## Data for this exercise

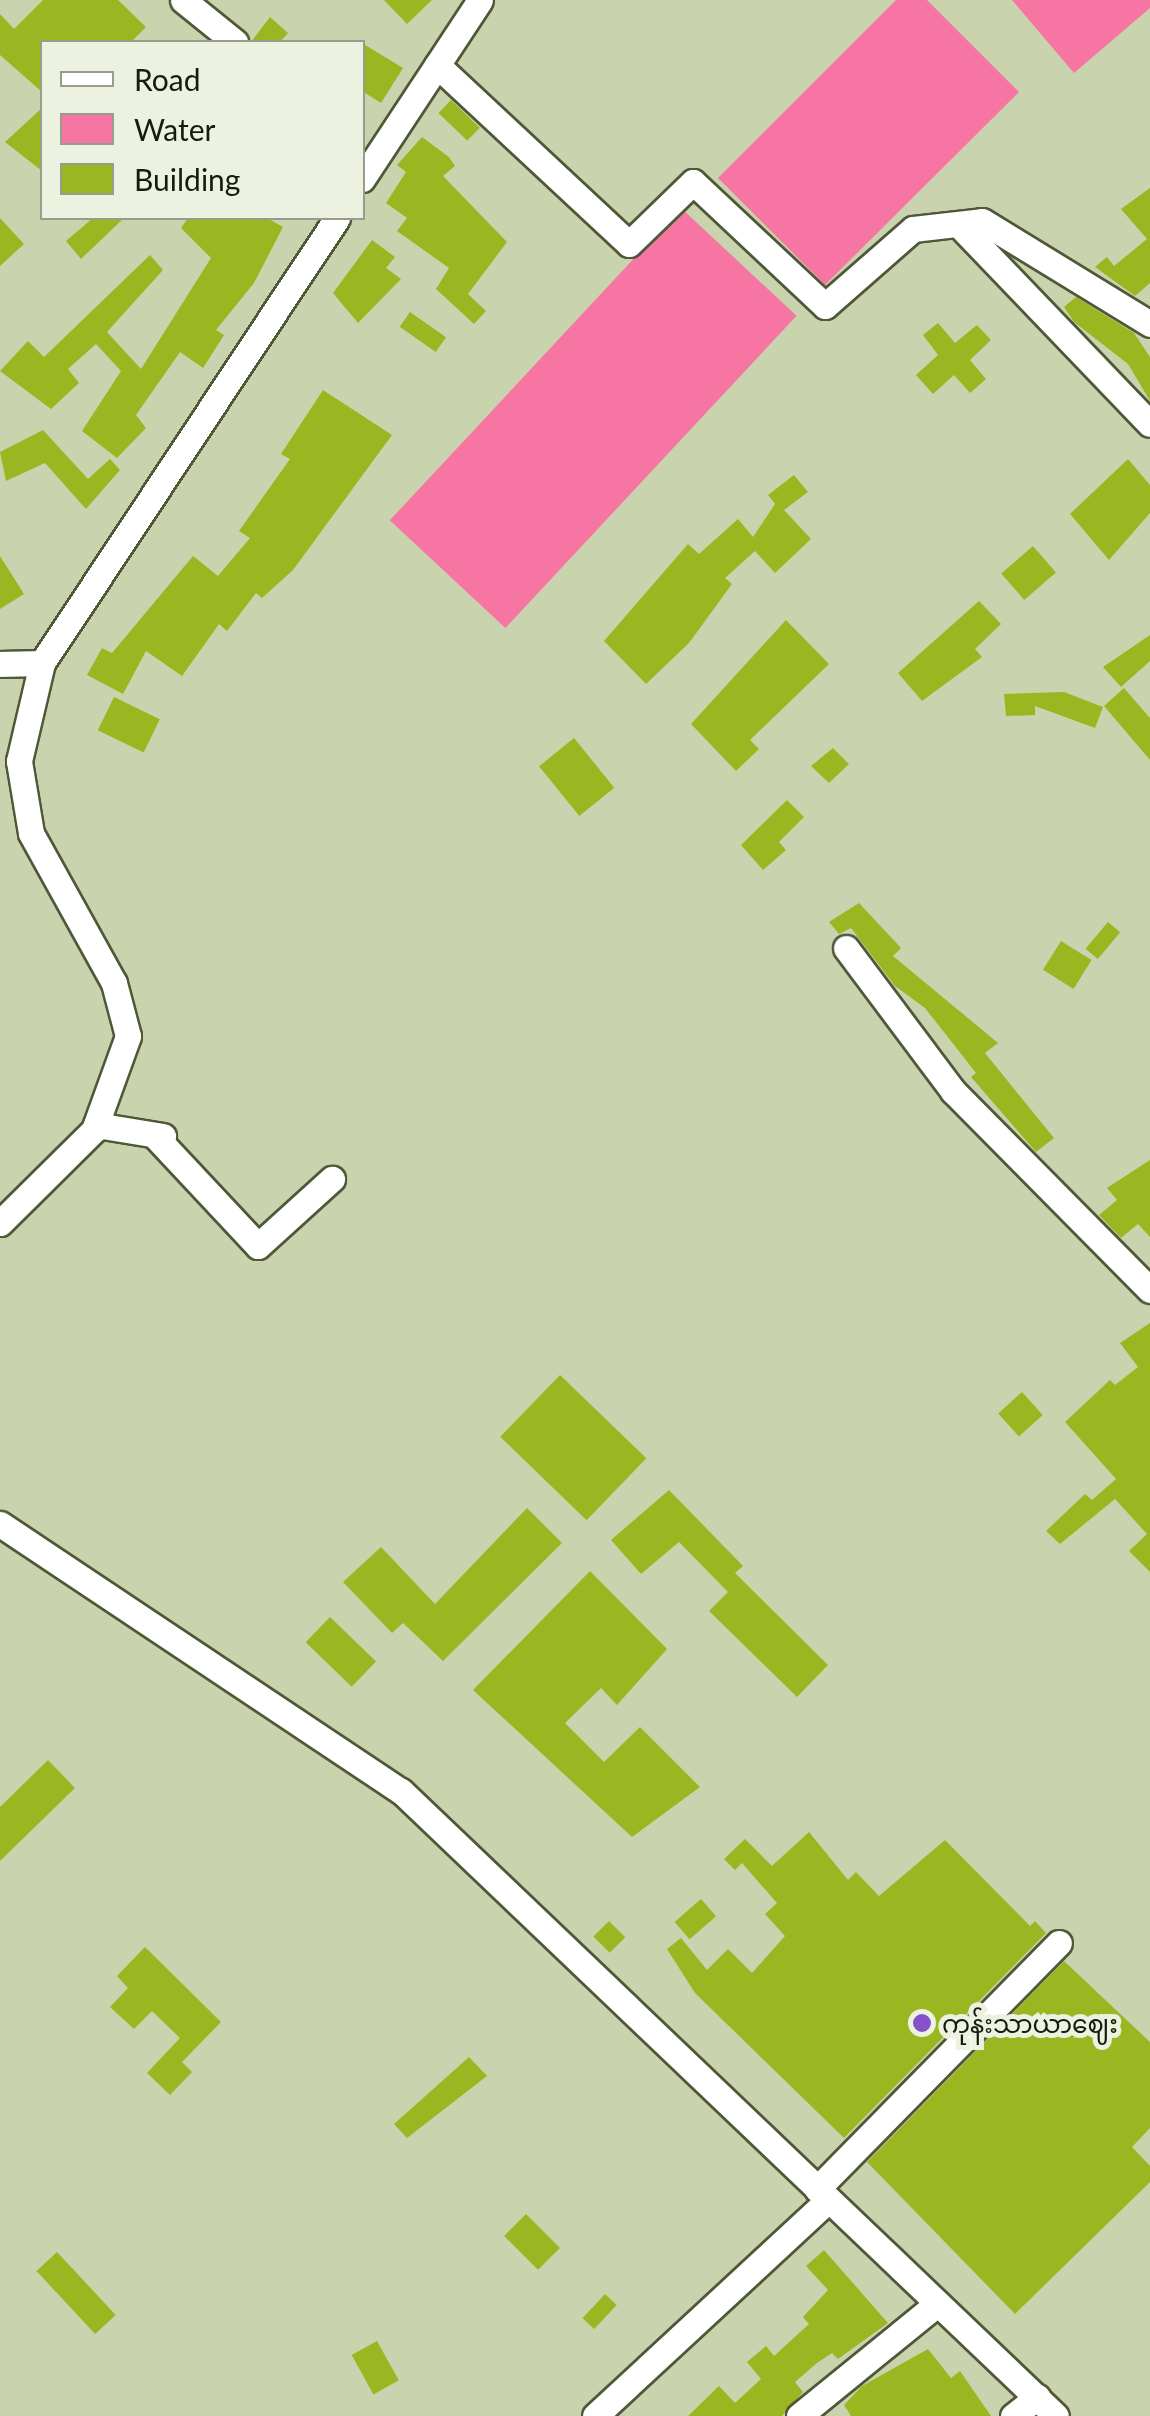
<!DOCTYPE html>
<html>
<head>
<meta charset="utf-8">
<style>
  body { margin:0 }
  #map { position:relative; width:1150px; height:2416px; overflow:hidden; background:#c9d4ae; font-family:Lato,"Noto Sans Myanmar",sans-serif }
  div>[style] { position:absolute }
  .water>* { inset:0; background:#f775a2; transform-origin:0 0 }
  .building>* { inset:0; background:#9bb621; transform-origin:0 0 }
  .roads { filter:drop-shadow(2px 0 #4f5837) drop-shadow(-2px 0 #4f5837) drop-shadow(0 2px #4f5837) drop-shadow(0 -2px #4f5837) }
  .minor>* { height:25px; margin:-12.5px; padding:0 12.5px; transform-origin:12.5px; border-radius:12.5px; background:#fff }
  .dots>* { width:28px; height:28px; translate:-50% -50%; box-sizing:border-box; border:5px solid #ecf2df; border-radius:50% }
  span { translate:-50% -50%; white-space:nowrap; text-align:center; line-height:1.15; -webkit-text-stroke:10px #ecf2df; paint-order:stroke }
  .poi-label { font-size:25px; color:#171b0d }
  .left { translate:0 -50%; text-align:left }
  .legend { position:absolute; left:40px; top:40px; width:325px; height:180px; box-sizing:border-box; background:#ecf2df; border:2px solid #979c8b; margin:0; padding:12px 18px; list-style:none; font-size:30px; color:#171b0d }
  .legend li { display:flex; align-items:center; gap:20px; height:50px }
  .legend b { width:50px; border:2px solid #979c8b }
</style>
</head>
<body>
<div id="map">
  <div class="water">
    <div style="clip-path:polygon(896px 0,927px 0,1019px 92px,825px 285px,718px 178px)"></div>
    <div style="clip-path:polygon(1012px 0,1150px 0,1150px 8px,1074px 73px)"></div>
    <div style="left:681px;top:208px;width:158px;height:427px;rotate:43deg"></div>
  </div>
  <div class="building">
    <div style="clip-path:polygon(43px 0,118px 0,146px 27px,131px 42px,42px 42px,42px 92px,0 55px,0 14px,14px 29px)"></div>
    <div style="clip-path:polygon(384px 0,432px 0,407px 24px)"></div>
    <div style="clip-path:polygon(270px 17px,288px 33px,280px 42px,251px 42px)"></div>
    <div style="clip-path:polygon(362px 43px,403px 68px,381px 103px,362px 91px)"></div>
    <div style="left:451px;top:100px;width:40px;height:18px;rotate:44deg"></div>
    <div style="clip-path:polygon(42px 108px,42px 171px,5px 142px)"></div>
    <div style="clip-path:polygon(422px 137px,449px 157px,455px 166px,443px 176px,507px 242px,468px 294px,486px 311px,474px 324px,436px 289px,449px 268px,397px 231px,407px 218px,386px 203px,406px 172px,397px 165px)"></div>
    <div style="clip-path:polygon(1150px 188px,1150px 283px,1135px 296px,1095px 267px,1107px 257px,1114px 266px,1147px 239px,1121px 209px)"></div>
    <div style="clip-path:polygon(0 218px,24px 244px,0 266px)"></div>
    <div style="clip-path:polygon(93px 218px,124px 218px,81px 259px,66px 241px)"></div>
    <div style="clip-path:polygon(188px 218px,267px 218px,283px 227px,254px 283px,216px 330px,224px 335px,203px 368px,180px 352px,136px 415px,146px 428px,117px 458px,82px 431px,121px 371px,96px 344px,68px 369px,79px 383px,51px 409px,0 371px,28px 341px,44px 357px,150px 255px,163px 270px,107px 332px,141px 369px,211px 258px,181px 228px)"></div>
    <div style="clip-path:polygon(372px 240px,395px 257px,386px 268px,401px 279px,358px 323px,333px 293px)"></div>
    <div style="clip-path:polygon(1076px 297px,1134px 333px,1150px 357px,1150px 401px,1128px 364px,1074px 322px,1064px 307px)"></div>
    <div style="left:410px;top:312px;width:44px;height:18px;rotate:35deg"></div>
    <div style="clip-path:polygon(938px 323px,955px 343px,977px 325px,991px 340px,970px 360px,986px 379px,970px 393px,954px 375px,933px 394px,916px 375px,938px 355px,923px 335px)"></div>
    <div style="clip-path:polygon(323px 390px,392px 435px,293px 570px,262px 598px,256px 593px,227px 631px,219px 624px,182px 676px,146px 651px,123px 694px,87px 675px,102px 648px,112px 653px,193px 556px,218px 576px,250px 538px,239px 531px,290px 459px,281px 454px)"></div>
    <div style="clip-path:polygon(43px 430px,88px 479px,110px 459px,120px 470px,86px 509px,45px 463px,6px 481px,0 452px)"></div>
    <div style="clip-path:polygon(1128px 459px,1150px 485px,1150px 513px,1109px 560px,1070px 514px)"></div>
    <div style="clip-path:polygon(794px 475px,808px 492px,784px 510px,811px 539px,775px 573px,755px 551px,725px 578px,732px 584px,689px 643px,646px 684px,604px 641px,688px 544px,699px 554px,738px 519px,753px 537px,775px 504px,768px 495px)"></div>
    <div style="left:1033px;top:546px;width:35px;height:42px;rotate:49deg"></div>
    <div style="clip-path:polygon(0 556px,24px 594px,0 609px)"></div>
    <div style="clip-path:polygon(979px 601px,1001px 624px,975px 649px,982px 657px,922px 701px,898px 673px)"></div>
    <div style="clip-path:polygon(786px 620px,829px 664px,750px 740px,759px 749px,736px 771px,691px 724px)"></div>
    <div style="clip-path:polygon(1150px 635px,1150px 661px,1121px 687px,1103px 667px)"></div>
    <div style="clip-path:polygon(1124px 688px,1150px 718px,1150px 760px,1104px 706px)"></div>
    <div style="clip-path:polygon(1064px 692px,1103px 707px,1095px 728px,1035px 706px,1035px 715px,1006px 716px,1004px 694px)"></div>
    <div style="left:114px;top:697px;width:51px;height:37px;rotate:26deg"></div>
    <div style="left:574px;top:738px;width:64px;height:45px;rotate:51deg"></div>
    <div style="clip-path:polygon(833px 748px,849px 764px,829px 783px,811px 766px)"></div>
    <div style="clip-path:polygon(787px 800px,804px 817px,779px 842px,786px 850px,763px 870px,741px 845px)"></div>
    <div style="clip-path:polygon(859px 903px,901px 948px,893px 956px,998px 1043px,985px 1053px,1054px 1138px,1036px 1152px,971px 1077px,976px 1073px,925px 1008px,895px 986px,851px 928px,839px 934px,829px 922px)"></div>
    <div style="left:1108px;top:922px;width:16px;height:35px;rotate:40deg"></div>
    <div style="left:1061px;top:941px;width:36px;height:34px;rotate:32deg"></div>
    <div style="clip-path:polygon(1150px 1160px,1150px 1237px,1138px 1224px,1121px 1238px,1099px 1215px,1117px 1200px,1107px 1188px)"></div>
    <div style="clip-path:polygon(1150px 1323px,1150px 1572px,1129px 1551px,1147px 1534px,1115px 1499px,1060px 1544px,1046px 1531px,1085px 1494px,1092px 1500px,1116px 1479px,1065px 1422px,1110px 1380px,1115px 1385px,1138px 1367px,1120px 1343px)"></div>
    <div style="left:560px;top:1375px;width:120px;height:86px;rotate:44deg"></div>
    <div style="left:1022px;top:1392px;width:31px;height:32px;rotate:48deg"></div>
    <div style="clip-path:polygon(669px 1490px,743px 1566px,735px 1573px,828px 1665px,797px 1697px,709px 1611px,728px 1592px,679px 1542px,641px 1574px,611px 1540px)"></div>
    <div style="clip-path:polygon(527px 1508px,562px 1543px,443px 1661px,403px 1623px,392px 1633px,343px 1582px,381px 1547px,435px 1604px)"></div>
    <div style="clip-path:polygon(590px 1571px,667px 1649px,617px 1705px,601px 1688px,565px 1723px,604px 1762px,640px 1727px,700px 1787px,632px 1837px,473px 1690px)"></div>
    <div style="left:330px;top:1617px;width:64px;height:35px;rotate:44deg"></div>
    <div style="clip-path:polygon(48px 1760px,75px 1788px,0 1861px,0 1807px)"></div>
    <div style="clip-path:polygon(809px 1832px,848px 1880px,856px 1872px,879px 1896px,945px 1840px,1030px 1926px,1035px 1921px,1046px 1933px,844px 2138px,695px 1993px,667px 1949px,681px 1938px,707px 1970px,728px 1949px,752px 1973px,785px 1936px,765px 1914px,777px 1903px,742px 1863px,735px 1870px,724px 1859px,745px 1839px,772px 1866px)"></div>
    <div style="left:701px;top:1899px;width:23px;height:35px;rotate:49deg"></div>
    <div style="left:609px;top:1921px;width:23px;height:22px;rotate:45deg"></div>
    <div style="clip-path:polygon(145px 1947px,221px 2022px,182px 2062px,192px 2072px,170px 2095px,147px 2073px,180px 2038px,152px 2011px,134px 2029px,110px 2007px,128px 1988px,117px 1976px)"></div>
    <div style="clip-path:polygon(1064px 1961px,1150px 2042px,1150px 2128px,1132px 2147px,1150px 2166px,1150px 2182px,1015px 2314px,867px 2162px)"></div>
    <div style="clip-path:polygon(469px 2057px,487px 2076px,407px 2138px,394px 2124px)"></div>
    <div style="left:526px;top:2214px;width:48px;height:31px;rotate:45deg"></div>
    <div style="clip-path:polygon(824px 2250px,888px 2323px,838px 2359px,832px 2353px,817px 2363px,795px 2382px,803px 2392px,782px 2416px,688px 2416px,719px 2386px,735px 2403px,761px 2379px,747px 2362px,766px 2346px,774px 2356px,809px 2324px,803px 2317px,828px 2290px,806px 2266px)"></div>
    <div style="left:57px;top:2252px;width:86px;height:28px;rotate:47deg"></div>
    <div style="left:605px;top:2294px;width:16px;height:33px;rotate:43deg"></div>
    <div style="left:377px;top:2341px;width:45px;height:29px;rotate:61deg"></div>
    <div style="clip-path:polygon(928px 2349px,951px 2378px,960px 2371px,991px 2416px,851px 2416px,844px 2405px,862px 2386px)"></div>
  </div>
  <div class="roads">
    <div class="minor">
      <div style="left:183px;top:0;width:67px;rotate:38.9deg"></div>
      <div style="left:437px;top:65px;width:262px;rotate:43deg"></div>
      <div style="left:629px;top:244px;width:89px;rotate:-44.1deg"></div>
      <div style="left:693px;top:182px;width:181px;rotate:43.2deg"></div>
      <div style="left:825px;top:306px;width:117px;rotate:-41.2deg"></div>
      <div style="left:913px;top:229px;width:69px;rotate:-6.6deg"></div>
      <div style="left:982px;top:221px;width:197px;rotate:31.5deg"></div>
      <div style="left:362px;top:179px;width:214px;rotate:-56.6deg"></div>
      <div style="left:960px;top:226px;width:274px;rotate:46.2deg"></div>
      <div style="left:0;top:664px;width:42px;rotate:-1.4deg"></div>
      <div style="left:846px;top:948px;width:179px;rotate:53.2deg"></div>
      <div style="left:953px;top:1091px;width:280px;rotate:45.3deg"></div>
      <div style="left:96px;top:1125px;width:68px;rotate:9.3deg"></div>
      <div style="left:154px;top:1135px;width:152px;rotate:46.9deg"></div>
      <div style="left:258px;top:1246px;width:100px;rotate:-42.2deg"></div>
      <div style="left:0;top:1223px;width:132px;rotate:-44.7deg"></div>
      <div style="left:94px;top:1130px;width:100px;rotate:-70.1deg"></div>
      <div style="left:128px;top:1036px;width:55px;rotate:-104.8deg"></div>
      <div style="left:114px;top:983px;width:171px;rotate:-119deg"></div>
      <div style="left:31px;top:833px;width:73px;rotate:-99.5deg"></div>
      <div style="left:19px;top:761px;width:101px;rotate:-76.8deg"></div>
      <div style="left:42px;top:663px;width:534px;rotate:-56.46deg"></div>
      <div style="left:0;top:1524px;width:482px;rotate:33.7deg"></div>
      <div style="left:401px;top:1791px;width:905px;rotate:43.66deg"></div>
      <div style="left:817px;top:2189px;width:345px;rotate:-45.5deg"></div>
      <div style="left:595px;top:2416px;width:318px;rotate:-42.8deg"></div>
      <div style="left:799px;top:2416px;width:178px;rotate:-39.1deg"></div>
      <div style="left:1013px;top:2416px;width:31px;rotate:-38deg"></div>
    </div>
  </div>
  <div class="dots">
    <div style="left:922px;top:2023px;background:#8552ca"></div>
  </div>
  <div class="poi-label">
    <span class="left" style="left:942px;top:2023px">ကုန်းသာယာဈေး</span>
  </div>
  <ul class="legend">
  <li><b style="height:12px;background:#fff"></b>Road</li>
  <li><b style="height:28px;background:#f775a2"></b>Water</li>
  <li><b style="height:28px;background:#9bb621"></b>Building</li>
  </ul>
</div>
</body>
</html>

## Problem to work on
Only a number is expected here: the tally of lines above that contain "span". Please write nothing more.

## Response
2